Back in August, three generations of my family visited a local U-pick orchard to harvest peaches for canning. At that time of year, aptly named Sugarplum Acres hosts a swarm of pickers among its rows of heavily laden trees, the fruit so low and dense on the limbs one needn’t move or climb a ladder to fill a bucket or box.

While my two grandsons, ages 5 and 2, proved enthusiastic, their contributions sometimes tended to the hard and green, but together with their parents and my husband and me, we managed to gather 130 pounds of peaches in about 30 minutes. As we sat in a long line of cars to pay for our booty, the owner encouraged us to grab a few more peaches from a tree to enjoy while we waited. I was instantly transported back to my childhood, when my siblings and I would pluck warm, plump fruit directly from the trees in our large garden and sink our teeth into the sweet flesh, sticky juice running down our chins and arms.

Later in my kitchen, surrounded by quart jars and wreathed in steam from the canner, I again traveled back in time, this time to our kitchen where my mother performed the same ritual of peeling and halving peaches, packing them into hot jars, covering them with simple syrup and processing them. As then, I eagerly waited to hear the quiet “ping” from each jar lifted from the boiling water bath, signaling a successful seal. The rows of gleaming jars, golden fruit suspended enticingly inside, made all the work worthwhile and promised a welcome taste of summer some future gray winter day.  canned peaches

This time of year, when tomatoes grow red and heavy on the vine, string beans hide in clusters under their leaves and summer squash keeps challenging one to find some other way to use them, always tugs me back to the past. My large family of seven kids relied heavily on our large vegetable garden (which also boasted several varieties of fruit trees) to keep us fed on a budget. As soon as we could accurately determine a ripe raspberry or blueberry, each morning we were expected to pick the day’s bounty. Even when I was only 8 or 9, I was recruited to help with the canning or freezing of the latest batch of produce, cutting off the ends of beans, slicing juicy kernels of corn off the cob, chopping up rhubarb or apples for sauce.

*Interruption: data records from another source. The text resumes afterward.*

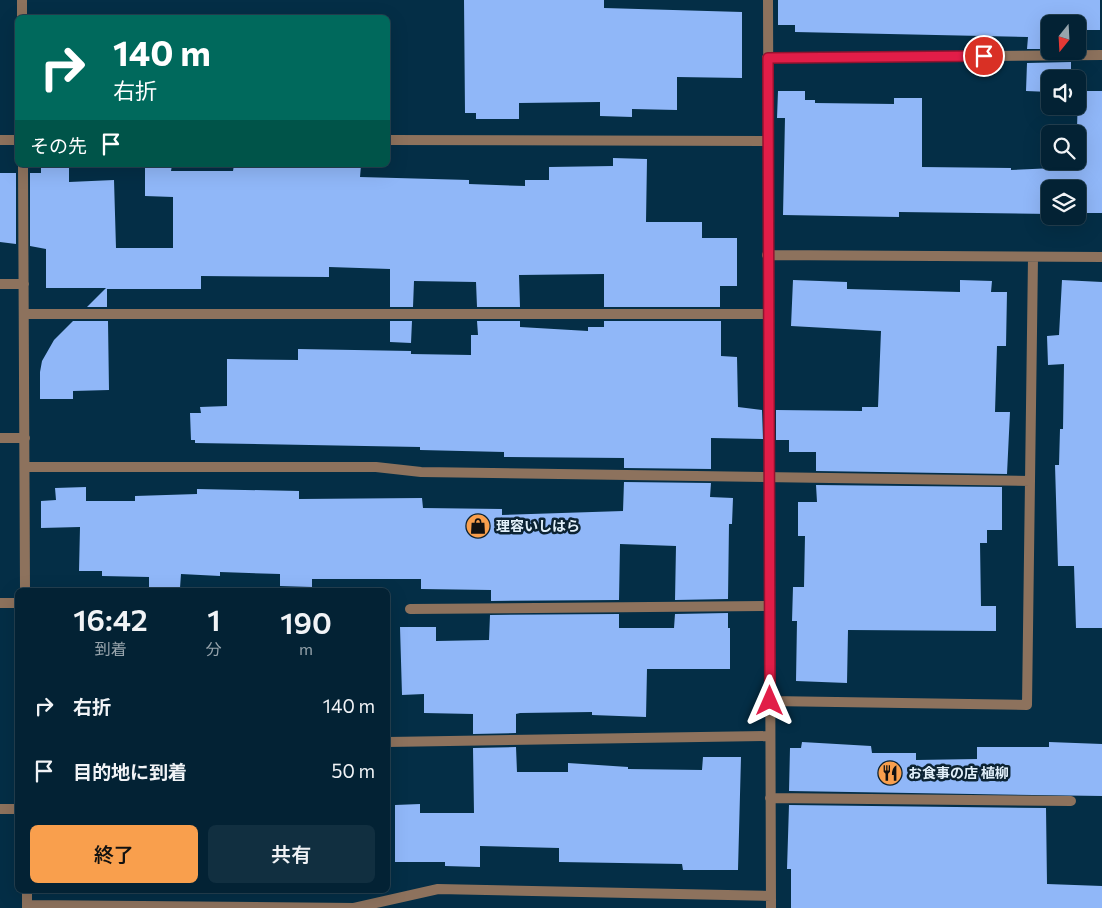 <!DOCTYPE html>
<html lang="ja">
<meta charset="utf-8">
<style>
:root{--surface:#032234;--page:#112f40;--text:#f1f3f6;--muted:#97a4ac;--line:#243f4f;--accent:#f99f4d}
body{margin:0;font-family:Commissioner,"Noto Sans JP",sans-serif;background:var(--page);color:var(--text);height:100vh;display:flex;flex-direction:column;font-size:19px;white-space:nowrap}
*{box-sizing:border-box;margin:0}
p{font-size:16px;color:var(--muted)}
.icon{flex:none;width:28px;height:28px;fill:none;stroke:currentColor;stroke-width:2;stroke-linecap:round;stroke-linejoin:round}
.map{position:relative;flex:1;overflow:hidden}
.drawer{position:absolute;left:15px;top:588px;width:375px;height:305px;display:flex;flex-direction:column;background:var(--surface);border-radius:8px;box-shadow:0 5px 20px #0002,0 0 0 1px var(--line)}
.drawer>*{flex:none}
.guide{position:absolute;left:15px;top:15px;width:375px;height:152px;border-radius:8px;box-shadow:0 5px 20px #0002,0 0 0 1px var(--line);background:#00695c;color:#fff;overflow:hidden}
.needle{width:32px;rotate:198deg}
.fabs{position:absolute;left:1041px;top:15px;display:grid;gap:10px}
.fabs a{display:grid;place-items:center;width:45px;height:45px;border-radius:8px;background:var(--surface);box-shadow:0 5px 20px #0002,0 0 0 1px var(--line);font-size:25px}
.pin{position:absolute;display:grid;place-items:center;width:42px;height:42px;color:#fff;margin:-21px;border:2px solid #fff;border-radius:50%;box-shadow:0 1px 5px #0007}
.me{position:absolute;width:55px;margin:-28px;rotate:0deg;stroke-linejoin:round;filter:drop-shadow(0 0 4px #0008)}
.turn{display:flex;align-items:center;gap:18px;height:105px;padding:0 15px;font-size:22px}
.turn .icon{width:65px;height:65px;stroke-width:2.5}
.turn b{display:block;font-size:35px;line-height:42px}
.then{display:flex;align-items:center;height:48px;padding:0 15px;background:#0003;gap:10px;font-size:19px}
.eta{display:flex;justify-content:space-evenly;align-items:center;height:85px;text-align:center}
.eta b{font-size:30px;font-weight:600;line-height:35px}
.primary-button{display:flex;gap:10px;margin-top:auto;padding:10px 15px}
.primary-button a{flex:1;height:58px;border-radius:8px;background:var(--accent);color:#111;font-size:20px;font-weight:600;line-height:58px;text-align:center}
.primary-button a+a{background:var(--page);color:var(--text)}
ul{padding:0;list-style:none}
li{display:flex;align-items:center;gap:15px;height:65px;padding:0 15px}
li div{flex:1}
li b{display:block;font-size:19px}
li em{font-style:normal}
.map>svg:first-child{display:block}
.building{fill:#90b7f8}
.lines{fill:none;stroke-linecap:round;stroke-linejoin:round}
.street{stroke:#8d725d;stroke-width:10}
.route-casing{stroke:#92132f;stroke-width:12}
.route{stroke:#e11d48;stroke-width:9}
.labels{text-anchor:middle;stroke-width:5;stroke-linejoin:round;paint-order:stroke}
.poi-label{font-size:14px;font-weight:bold;fill:#e2f0fa;stroke:#0c2333;text-anchor:start}
</style>
<div class="map">
<svg width="1102" height="908" viewBox="0 0 1102 908">
<rect width="100%" height="100%" fill="#042e46"/>
<path class="building" d="M 464,0 L 604,0 L 604,8 L 742,12 L 742,78 L 677,77 L 677,110 L 632,109 L 632,117 L 600,116 L 600,102 L 519,103 L 519,119 L 476,119 L 476,113 L 465,113 Z
M 778,0 L 1100,0 L 1100,30 L 1078,30 L 1078,24 L 1050,24 L 1050,49 L 1027,49 L 1028,37 L 795,32 L 795,25 L 778,25 Z
M 1071,62 L 1071,79 L 1050,79 L 1050,92 L 1026,91 L 1027,63 Z
M 778,91 L 805,91 L 805,100 L 815,100 L 815,103 L 894,104 L 894,98 L 922,98 L 922,167 L 1011,168 L 1011,170 L 1076,167 L 1078,91 L 1102,91 L 1102,213 L 1078,213 L 1078,189 L 1050,189 L 1050,214 L 899,212 L 899,217 L 783,215 L 785,118 L 777,118 Z
M 613,158 L 647,159 L 646,222 L 702,222 L 702,238 L 737,238 L 737,286 L 720,286 L 720,307 L 604,307 L 604,274 L 519,275 L 520,307 L 477,307 L 476,282 L 414,281 L 413,307 L 390,307 L 390,269 L 329,267 L 329,277 L 201,276 L 201,289 L 107,289 L 107,307 L 87,307 L 106,288 L 46,288 L 46,249 L 30,246 L 30,173 L 41,173 L 41,165 L 69,165 L 69,182 L 114,180 L 116,248 L 173,248 L 173,197 L 145,196 L 145,165 L 172,165 L 171,171 L 233,171 L 234,165 L 361,165 L 360,177 L 469,180 L 469,184 L 525,186 L 525,180 L 549,180 L 549,167 L 613,166 Z
M 0,173 L 16,173 L 16,244 L 0,242 Z
M 793,280 L 847,282 L 847,289 L 960,292 L 960,280 L 992,281 L 991,292 L 1007,292 L 1006,346 L 997,346 L 995,412 L 1010,412 L 1007,474 L 816,471 L 816,452 L 789,452 L 789,440 L 776,440 L 776,410 L 862,411 L 862,407 L 878,407 L 881,331 L 791,326 Z
M 1062,280 L 1102,282 L 1102,628 L 1076,628 L 1074,566 L 1058,566 L 1055,465 L 1059,465 L 1060,429 L 1063,429 L 1064,364 L 1048,365 L 1047,336 L 1059,335 Z
M 73,321 L 108,321 L 109,390 L 73,391 L 73,399 L 40,399 L 40,372 L 42,361 L 54,340 Z
M 390,321 L 412,321 L 411,343 L 390,342 Z
M 477,321 L 520,321 L 520,327 L 588,331 L 588,327 L 604,327 L 604,321 L 721,321 L 721,356 L 737,357 L 738,407 L 762,410 L 763,439 L 711,438 L 711,469 L 624,468 L 624,458 L 504,457 L 504,452 L 420,450 L 420,447 L 195,443 L 195,440 L 191,440 L 190,413 L 201,413 L 200,407 L 227,406 L 227,359 L 298,360 L 298,349 L 411,351 L 411,354 L 471,355 L 471,335 L 478,335 Z
M 624,482 L 711,483 L 710,497 L 733,498 L 732,524 L 729,524 L 728,599 L 675,600 L 676,546 L 620,544 L 619,600 L 491,601 L 491,590 L 421,589 L 421,579 L 312,579 L 312,587 L 280,586 L 280,574 L 220,572 L 220,576 L 181,574 L 180,588 L 149,587 L 149,577 L 102,576 L 102,571 L 79,571 L 80,527 L 41,528 L 41,501 L 56,500 L 55,488 L 86,487 L 86,501 L 135,501 L 135,496 L 197,494 L 197,489 L 299,491 L 299,499 L 422,498 L 423,508 L 502,509 L 502,515 L 623,511 Z
M 816,485 L 1002,487 L 1002,530 L 987,530 L 987,543 L 980,543 L 981,606 L 996,606 L 996,631 L 848,630 L 847,683 L 796,681 L 797,621 L 792,621 L 793,587 L 804,587 L 805,536 L 798,536 L 798,502 L 817,502 Z
M 728,613 L 728,628 L 730,628 L 730,669 L 647,669 L 646,717 L 592,715 L 592,712 L 520,713 L 516,714 L 516,733 L 473,734 L 473,714 L 424,713 L 424,694 L 402,695 L 400,627 L 436,627 L 436,641 L 489,640 L 490,615 L 619,614 L 619,628 L 674,628 L 675,614 Z
M 802,742 L 871,746 L 872,753 L 916,753 L 916,760 L 977,759 L 977,747 L 1049,747 L 1049,742 L 1102,744 L 1102,796 L 789,791 L 790,748 L 801,748 Z
M 516,747 L 517,772 L 568,772 L 568,763 L 628,767 L 628,769 L 702,770 L 703,757 L 741,757 L 738,870 L 683,870 L 682,864 L 559,862 L 559,848 L 480,846 L 480,867 L 445,866 L 445,862 L 395,862 L 395,805 L 420,804 L 420,813 L 474,813 L 473,748 Z
M 789,805 L 1046,808 L 1047,884 L 1102,886 L 1102,908 L 791,908 L 791,869 L 787,869 Z"/>
<g class="lines">
<path class="street" d="M 22,0 L 22,18
M 768,0 L 771,908
M 767,58 L 1102,55
M 0,140 L 18,140
M 388,140 L 767,141
M 23,165 L 25,590
M 767,255 L 1102,257
M 0,284 L 24,284
M 24,314 L 767,314
M 0,438 L 25,438
M 25,467 L 376,467 L 421,472 L 1030,481
M 0,603 L 18,603
M 410,609 L 769,606
M 770,701 L 1027,705 L 1033,257
M 388,742 L 770,736
M 770,798 L 1071,801
M 0,809 L 18,809
M 27,890 L 27,908
M 27,905 L 354,908 L 438,889 L 771,896"/>
</g>
<g class="lines">
<defs>
<path id="route" d="M 770,701 L 768,58 L 984,56"/>
</defs>
<use href="#route" class="route-casing"/>
<use href="#route" class="route"/>
</g>
<defs>
<symbol id="shop-disc" viewBox="-11 -11 22 22"><circle r="9.5" fill="#f99f4d" stroke="#0c2333"/><path d="M-5-2.5h2.3a2.7 3.5 0 0 1 5.4 0H5L5.5 6h-11ZM-1.5-2.5h3a1.5 2.3 0 0 0-3 0Z" fill="#111"/></symbol>
<symbol id="restaurant-disc" viewBox="-11 -11 22 22"><circle r="9.5" fill="#f99f4d" stroke="#0c2333"/><path d="M-5-6h1v4h1v-4h1v4h1v-4h1v5L-1.5 .5V6h-2V.5L-5-1ZM5-6V6H3V1.5H1.5Q1.5-4 5-6Z" fill="#111"/></symbol>
</defs>
<g fill-rule="evenodd">
<use href="#shop-disc" x="464" y="512" width="28" height="28"/>
<use href="#restaurant-disc" x="876" y="759" width="28" height="28"/>
</g>
<g class="labels">
<g class="poi-label">
<text x="496" y="531">理容いしはら</text>
<text x="908" y="778">お食事の店 植柳</text>
</g>
</g>
</svg>
<div class="fabs">
<a><svg class="needle" viewBox="-14 -14 28 28"><path d="M0-13l5 13h-10z" fill="#e53935"/><path d="M0 13l5-13h-10z" fill="#97a4ac"/></svg></a>
<a><svg class="icon" aria-label="sound" viewBox="0 0 24 24"><path d="M4 9h4l5-4v14l-5-4H4zM17 9q2 3 0 6"/></svg></a>
<a><svg class="icon" aria-label="search" viewBox="0 0 24 24"><circle cx="10" cy="10" r="6"/><path d="M15 15l6 6"/></svg></a>
<a><svg class="icon" aria-label="layers" viewBox="0 0 24 24"><path d="M12 4l9 5-9 5-9-5zM3 14l9 5 9-5"/></svg></a>
</div>
<div class="pin" style="left:984px;top:56px;background:#d93025"><svg class="icon" aria-label="arrive" viewBox="0 0 24 24"><path d="M6 21V4h12l-3 4 3 4H6"/></svg></div>
<svg class="me" style="left:770px;top:701px" viewBox="-20 -20 40 40"><path d="M0-17L14 15 0 8-14 15z" fill="#e11d48" stroke="#fff" stroke-width="4"/></svg>
<div class="guide">
<div class="turn"><svg class="icon" aria-label="right" viewBox="0 0 24 24"><path d="M7 20v-9h11M14 6l5 5-5 5"/></svg><div><b>140 m</b>右折</div></div>
<div class="then">その先<svg class="icon" aria-label="arrive" viewBox="0 0 24 24"><path d="M6 21V4h12l-3 4 3 4H6"/></svg></div>
</div>
<section class="drawer">
<div class="eta">
<div><b>16:42</b><p>到着</p></div>
<div><b>1</b><p>分</p></div>
<div><b>190</b><p>m</p></div>
</div>
<ul>
<li><svg class="icon" aria-label="right" viewBox="0 0 24 24"><path d="M7 20v-9h11M14 6l5 5-5 5"/></svg><div><b>右折</b></div><em>140 m</em></li>
<li><svg class="icon" aria-label="arrive" viewBox="0 0 24 24"><path d="M6 21V4h12l-3 4 3 4H6"/></svg><div><b>目的地に到着</b></div><em>50 m</em></li>
</ul>
<div class="primary-button"><a>終了</a><a>共有</a></div>
</section>
</div>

One of my favorite rites of harvest, though, didn’t involve the ordered rows of our well-tilled garden. No, once the arching canes of wild blackberries edging open fields became laden with shiny black fruit, we would swarm over them, returning home with scratched limbs and purple-stained fingers and lips. There Granny would perform her magic, mixing them with sugar and folding them into her famous pie crust, crimping the edges and wrapping them with milk-soaked strips of old bedsheets to prevent them from over-browning.

Just the other day, my daughter told me she had picked blackberries from bushes that ring the playground of my grandson’s school. It made my heart glad to realize I could continue a family tradition with my grandchildren. One day soon they’ll be bringing me baskets of berries, their grins wreathed in purple juice, and I will make them a pie, their Granny using her granny’s recipe to create new/old memories for us all.